Keypair profiles simplify keypair generation by preconfiguring values for all keypair options. Keypair profiles are only enforced when enabled on your account. You can assign specific keypair profiles to specific teams during  team creation.

Enable keypair profiles

You require the Manage keypairs permission to enable keypair profiles.

  1. Sign in to DigiCert ONE.

  2. Select the Manager menu (top right) > Software Trust.

  3. Select Account > Account settings.

  4. Select the edit icon.

  5. Select the checkbox next to Require keypair profile to generate keypair.

  6. Select Update settings.

Create keypair profiles

You require the Manage keypair permission to create a keypair profile.

  1. Sign in to DigiCert ONE.

  2. Select the Manager menu (top right) > Software Trust.

  3. Navigate to: Keypairs > Keypair profiles.

  4. Select Create keypair profile.

Complete these fields:

tabla 1. Keypair profile requirements

Field

Description

Profile name

Name to uniquely identify this keypair profile.

Profile type

Select Fixed (user cannot change values during keypair generation) or Customizable (user can change values during keypair generation)

Profile scope

Select System or Account (only an account scope user can choose account).

Keypair status

Select Online to generate keypairs that can be used to sign at any time.

Select Offline to generate keypairs that can only be used to sign during a release window.

Algorithm

Select at least one of the following algorithms:

  • RSA

    Rivest–Shamir–Adleman (RSA) is a widely-used and compatible with various systems and protocols. RSA is a trusted choice for applications requiring broad compatibility and established security practices.

  • ECDSA

    Elliptic Curve Digital Signature Algorithm (ECDSA) is suitable for resource-constrained environments like mobile devices and IoT devices. ECDSA provides strong security with shorter key lengths compared to traditional RSA.

  • EdDSA

    Edwards-curve Digital Signature Algorithm (EdDSA) offers strong resistance against various cryptographic attacks while maintaining efficiency. EdDSA is recommended for applications where security is paramount, such as digital signatures and secure communications.

    Nota

    When you select EdDSA the key curve sets to Ed25519.

  • MLDSA (Quantum-safe)

    Module-Lattice-Based Digital Signatures Algorithm (MLDSA) is a quantum-safe approach to cryptographic security. It relies on the difficulty of solving lattice-based problems, which makes it resistant to attacks from quantum computers.

  • SLHDSA (Quantum-safe)

    Secure Lightweight Hash-based Digital Signature Algorithm (SLHDSA) is a quantum-safe approach to cryptographic security. It is designed to offer robust protection with minimal computational overhead. It leverages lightweight hash-based techniques to ensure security while optimizing performance, making it ideal for resource-constrained environments.

Key size

For RSA, select one of the following key sizes:

  • 2048

    A 2048-bit key size is one of the most commonly used key sizes in asymmetric cryptography, particularly in RSA encryption.

  • 3072

    A 3072-bit key size provides higher cryptographic strength compared to 2048-bit keys.

  • 4096

    A 4096-bit key size offers the highest level of cryptographic security among the RSA options.

Key curve

For ECDSA, select one of the following key curves:

  • P-192

    NIST P-192, also known as secp192r1 refers to an elliptic curve defined over a 192-bit prime field.

  • P-256

    NIST P-256, also known as secp256r1 is an elliptic curve defined over a 256-bit prime field. This curve has a higher security level that P-192 due to its longer key length.

  • P-384

    NIST P-384, also known as secp384r1 is an elliptic curve defined over a 384-bit prime field. This curve offers a significantly higher level of security compared to P-256, as it utilizes a longer key length and larger computational parameters.

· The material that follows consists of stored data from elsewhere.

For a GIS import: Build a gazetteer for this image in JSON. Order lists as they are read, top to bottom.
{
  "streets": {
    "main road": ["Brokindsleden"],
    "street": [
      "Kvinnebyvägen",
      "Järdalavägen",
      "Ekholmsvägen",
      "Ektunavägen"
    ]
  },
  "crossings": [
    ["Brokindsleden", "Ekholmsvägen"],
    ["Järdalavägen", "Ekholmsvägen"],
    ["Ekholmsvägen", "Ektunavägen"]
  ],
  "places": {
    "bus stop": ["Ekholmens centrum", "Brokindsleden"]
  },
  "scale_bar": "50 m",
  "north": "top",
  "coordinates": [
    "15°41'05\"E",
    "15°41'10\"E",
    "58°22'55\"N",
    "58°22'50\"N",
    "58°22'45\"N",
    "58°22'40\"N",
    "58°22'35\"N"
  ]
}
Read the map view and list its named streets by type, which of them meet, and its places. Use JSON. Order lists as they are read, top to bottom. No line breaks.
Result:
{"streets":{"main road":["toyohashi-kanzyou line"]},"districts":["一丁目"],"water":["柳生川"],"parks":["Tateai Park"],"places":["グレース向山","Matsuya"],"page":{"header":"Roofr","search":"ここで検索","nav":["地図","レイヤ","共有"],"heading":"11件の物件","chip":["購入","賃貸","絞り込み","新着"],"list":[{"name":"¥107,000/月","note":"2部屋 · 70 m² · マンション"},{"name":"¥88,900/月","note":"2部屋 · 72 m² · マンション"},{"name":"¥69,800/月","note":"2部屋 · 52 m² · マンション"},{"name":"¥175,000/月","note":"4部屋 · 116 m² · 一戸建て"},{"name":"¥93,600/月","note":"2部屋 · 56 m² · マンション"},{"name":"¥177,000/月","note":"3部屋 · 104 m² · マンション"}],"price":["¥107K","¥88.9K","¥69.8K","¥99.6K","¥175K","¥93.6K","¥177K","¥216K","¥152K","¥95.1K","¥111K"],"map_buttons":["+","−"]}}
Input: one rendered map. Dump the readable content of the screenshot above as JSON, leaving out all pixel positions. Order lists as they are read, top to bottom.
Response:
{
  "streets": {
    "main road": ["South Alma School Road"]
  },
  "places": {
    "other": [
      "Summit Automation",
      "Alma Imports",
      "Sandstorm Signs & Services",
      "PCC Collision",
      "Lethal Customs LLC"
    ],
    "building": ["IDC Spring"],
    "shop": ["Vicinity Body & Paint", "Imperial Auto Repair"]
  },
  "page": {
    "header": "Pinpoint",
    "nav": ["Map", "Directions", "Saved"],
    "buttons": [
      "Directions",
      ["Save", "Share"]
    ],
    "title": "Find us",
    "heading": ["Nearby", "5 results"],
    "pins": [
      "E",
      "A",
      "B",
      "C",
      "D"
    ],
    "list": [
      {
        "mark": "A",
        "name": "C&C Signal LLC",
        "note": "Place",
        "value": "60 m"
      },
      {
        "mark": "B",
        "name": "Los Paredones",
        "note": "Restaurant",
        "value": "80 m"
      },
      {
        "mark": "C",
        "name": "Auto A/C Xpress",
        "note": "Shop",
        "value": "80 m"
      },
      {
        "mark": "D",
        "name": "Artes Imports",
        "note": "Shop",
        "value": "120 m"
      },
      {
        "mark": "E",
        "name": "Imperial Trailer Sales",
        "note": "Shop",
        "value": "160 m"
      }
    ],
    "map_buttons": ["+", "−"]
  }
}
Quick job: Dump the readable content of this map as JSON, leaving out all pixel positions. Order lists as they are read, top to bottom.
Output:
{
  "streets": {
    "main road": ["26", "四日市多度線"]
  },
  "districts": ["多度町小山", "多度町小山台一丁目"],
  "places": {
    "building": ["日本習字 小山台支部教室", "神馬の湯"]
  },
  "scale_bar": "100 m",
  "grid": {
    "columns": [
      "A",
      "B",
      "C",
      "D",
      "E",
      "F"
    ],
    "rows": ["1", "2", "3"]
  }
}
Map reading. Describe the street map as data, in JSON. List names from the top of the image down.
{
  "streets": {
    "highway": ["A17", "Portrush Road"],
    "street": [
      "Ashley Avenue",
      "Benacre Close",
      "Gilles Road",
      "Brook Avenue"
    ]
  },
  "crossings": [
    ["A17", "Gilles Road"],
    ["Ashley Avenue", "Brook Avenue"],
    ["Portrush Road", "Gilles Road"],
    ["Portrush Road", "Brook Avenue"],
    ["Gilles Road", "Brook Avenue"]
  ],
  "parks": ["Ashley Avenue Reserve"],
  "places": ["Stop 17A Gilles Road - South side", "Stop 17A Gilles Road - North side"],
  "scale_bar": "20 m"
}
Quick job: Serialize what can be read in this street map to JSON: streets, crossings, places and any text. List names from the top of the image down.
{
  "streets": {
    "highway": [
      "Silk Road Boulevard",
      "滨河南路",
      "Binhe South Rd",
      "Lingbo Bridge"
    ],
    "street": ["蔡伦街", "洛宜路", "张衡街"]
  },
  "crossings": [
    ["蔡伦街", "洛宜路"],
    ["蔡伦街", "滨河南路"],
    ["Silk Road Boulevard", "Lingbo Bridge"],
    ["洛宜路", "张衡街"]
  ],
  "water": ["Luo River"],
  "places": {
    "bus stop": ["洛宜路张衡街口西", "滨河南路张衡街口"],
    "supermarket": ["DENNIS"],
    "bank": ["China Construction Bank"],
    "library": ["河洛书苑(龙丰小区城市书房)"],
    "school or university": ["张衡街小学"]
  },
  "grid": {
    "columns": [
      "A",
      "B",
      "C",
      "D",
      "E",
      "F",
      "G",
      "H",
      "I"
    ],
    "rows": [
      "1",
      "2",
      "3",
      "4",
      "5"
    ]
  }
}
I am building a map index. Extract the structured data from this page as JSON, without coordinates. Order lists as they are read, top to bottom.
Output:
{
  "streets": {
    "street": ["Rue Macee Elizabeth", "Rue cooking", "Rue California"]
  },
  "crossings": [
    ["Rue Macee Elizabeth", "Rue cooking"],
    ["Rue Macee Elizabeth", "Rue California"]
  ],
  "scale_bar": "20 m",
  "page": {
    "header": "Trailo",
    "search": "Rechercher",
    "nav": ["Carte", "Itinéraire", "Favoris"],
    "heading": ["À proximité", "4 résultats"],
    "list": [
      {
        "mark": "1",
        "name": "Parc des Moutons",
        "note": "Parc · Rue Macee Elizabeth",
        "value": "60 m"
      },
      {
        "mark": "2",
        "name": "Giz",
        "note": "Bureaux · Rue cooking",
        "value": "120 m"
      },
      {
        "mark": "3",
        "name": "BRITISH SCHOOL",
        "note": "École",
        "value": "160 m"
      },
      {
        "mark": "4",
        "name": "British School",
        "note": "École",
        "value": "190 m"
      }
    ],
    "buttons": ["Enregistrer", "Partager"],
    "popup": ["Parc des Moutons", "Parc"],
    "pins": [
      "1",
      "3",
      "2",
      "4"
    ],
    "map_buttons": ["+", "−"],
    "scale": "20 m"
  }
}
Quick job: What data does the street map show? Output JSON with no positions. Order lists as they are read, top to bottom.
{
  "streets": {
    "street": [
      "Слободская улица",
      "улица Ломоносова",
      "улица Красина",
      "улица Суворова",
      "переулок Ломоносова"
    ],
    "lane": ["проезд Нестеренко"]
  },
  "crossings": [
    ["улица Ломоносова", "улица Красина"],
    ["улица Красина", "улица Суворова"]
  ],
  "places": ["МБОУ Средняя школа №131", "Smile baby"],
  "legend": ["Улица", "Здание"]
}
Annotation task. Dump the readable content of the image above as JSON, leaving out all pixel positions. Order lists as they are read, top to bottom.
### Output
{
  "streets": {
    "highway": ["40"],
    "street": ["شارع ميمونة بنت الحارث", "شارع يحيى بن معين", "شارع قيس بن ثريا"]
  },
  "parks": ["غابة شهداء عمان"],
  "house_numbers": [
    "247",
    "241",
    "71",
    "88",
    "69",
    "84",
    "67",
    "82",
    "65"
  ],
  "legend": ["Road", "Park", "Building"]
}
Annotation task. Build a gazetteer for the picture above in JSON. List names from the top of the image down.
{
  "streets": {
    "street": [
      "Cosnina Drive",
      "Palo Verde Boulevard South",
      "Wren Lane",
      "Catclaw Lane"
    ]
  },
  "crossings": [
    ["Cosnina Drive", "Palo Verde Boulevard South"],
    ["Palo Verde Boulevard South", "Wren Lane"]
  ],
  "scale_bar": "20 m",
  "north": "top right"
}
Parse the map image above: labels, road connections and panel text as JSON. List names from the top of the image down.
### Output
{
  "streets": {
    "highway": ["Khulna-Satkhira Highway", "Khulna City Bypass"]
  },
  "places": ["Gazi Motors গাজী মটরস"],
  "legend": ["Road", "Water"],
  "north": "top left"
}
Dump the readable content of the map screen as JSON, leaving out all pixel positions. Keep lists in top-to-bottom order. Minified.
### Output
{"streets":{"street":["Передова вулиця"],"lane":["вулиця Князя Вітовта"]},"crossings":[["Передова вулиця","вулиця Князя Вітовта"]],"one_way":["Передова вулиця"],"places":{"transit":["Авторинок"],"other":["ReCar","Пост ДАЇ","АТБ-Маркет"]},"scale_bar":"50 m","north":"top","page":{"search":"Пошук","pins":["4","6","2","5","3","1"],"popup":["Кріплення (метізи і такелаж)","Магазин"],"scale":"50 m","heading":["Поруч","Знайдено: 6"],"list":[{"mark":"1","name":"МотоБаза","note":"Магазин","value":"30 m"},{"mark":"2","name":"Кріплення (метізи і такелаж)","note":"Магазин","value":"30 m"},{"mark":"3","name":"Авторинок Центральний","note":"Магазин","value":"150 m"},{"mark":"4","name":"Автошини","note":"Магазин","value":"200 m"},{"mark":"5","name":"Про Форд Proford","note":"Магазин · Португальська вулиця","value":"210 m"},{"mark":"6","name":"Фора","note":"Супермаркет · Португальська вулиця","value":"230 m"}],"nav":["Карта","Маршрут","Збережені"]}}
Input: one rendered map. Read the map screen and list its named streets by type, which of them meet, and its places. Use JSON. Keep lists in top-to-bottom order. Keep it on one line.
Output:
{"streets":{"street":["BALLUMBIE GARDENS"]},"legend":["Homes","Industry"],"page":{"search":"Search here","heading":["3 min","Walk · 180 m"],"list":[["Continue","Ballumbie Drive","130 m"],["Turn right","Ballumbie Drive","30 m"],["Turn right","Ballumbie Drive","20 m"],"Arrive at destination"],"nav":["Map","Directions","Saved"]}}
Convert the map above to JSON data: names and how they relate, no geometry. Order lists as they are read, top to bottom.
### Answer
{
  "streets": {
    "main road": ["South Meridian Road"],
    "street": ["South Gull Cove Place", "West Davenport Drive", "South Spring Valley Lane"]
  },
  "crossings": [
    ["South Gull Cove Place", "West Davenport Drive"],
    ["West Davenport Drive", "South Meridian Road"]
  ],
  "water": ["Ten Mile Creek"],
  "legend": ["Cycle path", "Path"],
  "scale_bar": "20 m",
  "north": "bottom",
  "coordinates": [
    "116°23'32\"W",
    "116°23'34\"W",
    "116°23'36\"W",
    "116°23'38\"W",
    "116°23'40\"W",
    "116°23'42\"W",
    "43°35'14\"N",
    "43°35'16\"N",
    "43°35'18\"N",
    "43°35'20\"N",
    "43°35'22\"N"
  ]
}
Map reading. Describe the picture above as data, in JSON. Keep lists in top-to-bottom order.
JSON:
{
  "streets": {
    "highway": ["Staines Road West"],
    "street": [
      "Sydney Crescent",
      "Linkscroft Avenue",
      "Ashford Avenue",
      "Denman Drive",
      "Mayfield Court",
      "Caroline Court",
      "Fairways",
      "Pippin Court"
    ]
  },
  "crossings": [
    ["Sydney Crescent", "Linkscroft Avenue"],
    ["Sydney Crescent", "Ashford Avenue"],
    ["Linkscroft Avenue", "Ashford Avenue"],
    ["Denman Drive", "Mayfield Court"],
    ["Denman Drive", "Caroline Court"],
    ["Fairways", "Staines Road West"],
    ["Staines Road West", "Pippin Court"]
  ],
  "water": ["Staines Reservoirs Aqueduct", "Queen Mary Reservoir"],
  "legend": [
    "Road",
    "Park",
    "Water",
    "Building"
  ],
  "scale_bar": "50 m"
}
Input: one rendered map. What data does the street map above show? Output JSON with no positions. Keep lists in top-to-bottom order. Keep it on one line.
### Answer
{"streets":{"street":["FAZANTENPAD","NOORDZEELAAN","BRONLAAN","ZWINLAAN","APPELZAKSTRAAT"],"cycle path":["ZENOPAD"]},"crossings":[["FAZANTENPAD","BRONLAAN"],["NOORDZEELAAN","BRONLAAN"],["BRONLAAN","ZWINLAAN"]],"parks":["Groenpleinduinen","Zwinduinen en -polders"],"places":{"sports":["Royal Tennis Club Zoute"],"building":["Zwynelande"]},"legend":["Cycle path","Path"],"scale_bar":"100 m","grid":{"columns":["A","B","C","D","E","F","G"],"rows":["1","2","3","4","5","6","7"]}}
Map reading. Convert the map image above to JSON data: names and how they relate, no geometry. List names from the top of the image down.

For EdDSA, the key curve defaults to Ed25519.

Security level

For MLDSA, select one of the following security levels:

  • MLDSA-44

    Represents a cryptographic strength equivalent of at least 128-bit symmetric encryption. This level of security is considered sufficient for many applications requiring strong security, such as protecting sensitive data and communications.

  • MLDSA-65

    Represents a higher cryptographic strength equivalent to at least 192-bit symmetric encryption. Offers increased security margin compared to Security Level 44, making it suitable for applications demanding elevated security requirements.

  • MLDSA-87

    Represents an even higher level of cryptographic strength of at least 256-bit symmetric encryption, surpassing the previous two levels. Equivalent to an even greater bit length in symmetric encryption, further increasing the complexity for potential attackers. Offers the highest level of security among the mentioned levels, suitable for extremely sensitive applications requiring maximum protection against advanced cryptographic attacks.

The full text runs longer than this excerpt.